▶ _INSTRUCTIONS TO FOLLOW_: Pull out every line with the word "index" from the entries below.

---

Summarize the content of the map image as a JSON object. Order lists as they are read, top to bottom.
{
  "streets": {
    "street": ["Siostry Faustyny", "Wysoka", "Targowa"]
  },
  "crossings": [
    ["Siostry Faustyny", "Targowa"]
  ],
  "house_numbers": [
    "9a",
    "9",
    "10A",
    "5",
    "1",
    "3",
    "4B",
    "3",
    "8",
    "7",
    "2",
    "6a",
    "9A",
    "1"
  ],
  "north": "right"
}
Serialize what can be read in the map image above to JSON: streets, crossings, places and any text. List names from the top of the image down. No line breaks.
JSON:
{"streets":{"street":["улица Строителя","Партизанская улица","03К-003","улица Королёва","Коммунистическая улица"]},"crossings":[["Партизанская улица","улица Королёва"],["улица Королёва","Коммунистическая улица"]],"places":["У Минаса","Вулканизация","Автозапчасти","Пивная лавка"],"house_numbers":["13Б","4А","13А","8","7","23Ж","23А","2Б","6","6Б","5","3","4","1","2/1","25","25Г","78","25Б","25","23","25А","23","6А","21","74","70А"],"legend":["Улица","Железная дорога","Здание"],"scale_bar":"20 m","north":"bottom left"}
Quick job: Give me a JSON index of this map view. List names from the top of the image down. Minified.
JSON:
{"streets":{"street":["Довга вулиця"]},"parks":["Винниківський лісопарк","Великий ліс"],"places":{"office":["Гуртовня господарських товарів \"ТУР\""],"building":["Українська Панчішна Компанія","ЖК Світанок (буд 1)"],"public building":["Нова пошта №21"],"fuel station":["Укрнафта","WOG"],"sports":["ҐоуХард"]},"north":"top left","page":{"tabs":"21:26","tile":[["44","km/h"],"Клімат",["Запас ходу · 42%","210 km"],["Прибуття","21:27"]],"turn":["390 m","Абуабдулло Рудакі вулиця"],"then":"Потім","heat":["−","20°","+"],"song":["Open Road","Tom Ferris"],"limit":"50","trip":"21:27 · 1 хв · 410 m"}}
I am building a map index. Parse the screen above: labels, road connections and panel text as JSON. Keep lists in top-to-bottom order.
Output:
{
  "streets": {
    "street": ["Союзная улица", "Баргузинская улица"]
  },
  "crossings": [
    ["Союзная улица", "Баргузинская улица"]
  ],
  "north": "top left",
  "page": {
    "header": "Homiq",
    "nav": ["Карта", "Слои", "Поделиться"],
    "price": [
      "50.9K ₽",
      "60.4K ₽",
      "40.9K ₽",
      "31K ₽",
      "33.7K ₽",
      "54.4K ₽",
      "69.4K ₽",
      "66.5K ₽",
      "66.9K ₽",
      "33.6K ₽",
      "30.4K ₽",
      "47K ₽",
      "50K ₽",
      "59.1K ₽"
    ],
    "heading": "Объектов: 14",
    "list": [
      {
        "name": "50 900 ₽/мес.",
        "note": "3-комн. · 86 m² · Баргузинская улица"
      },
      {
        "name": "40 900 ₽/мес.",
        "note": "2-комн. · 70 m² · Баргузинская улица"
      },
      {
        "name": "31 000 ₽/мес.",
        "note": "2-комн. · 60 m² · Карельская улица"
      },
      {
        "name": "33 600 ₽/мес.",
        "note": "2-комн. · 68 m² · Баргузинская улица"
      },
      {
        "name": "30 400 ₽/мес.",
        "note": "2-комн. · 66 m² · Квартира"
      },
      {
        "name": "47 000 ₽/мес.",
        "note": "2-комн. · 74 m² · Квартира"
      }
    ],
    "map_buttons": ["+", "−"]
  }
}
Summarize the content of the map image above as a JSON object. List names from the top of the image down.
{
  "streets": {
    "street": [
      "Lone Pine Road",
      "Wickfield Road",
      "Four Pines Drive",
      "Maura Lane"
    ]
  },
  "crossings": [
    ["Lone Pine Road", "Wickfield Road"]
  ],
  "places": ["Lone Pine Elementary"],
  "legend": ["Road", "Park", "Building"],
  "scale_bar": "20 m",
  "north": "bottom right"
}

---

▶ _TASK OUTPUT_:
Quick job: Give me a JSON index of this map view. List names from the top of the image down. Minified.
I am building a map index. Parse the screen above: labels, road connections and panel text as JSON. Keep lists in top-to-bottom order.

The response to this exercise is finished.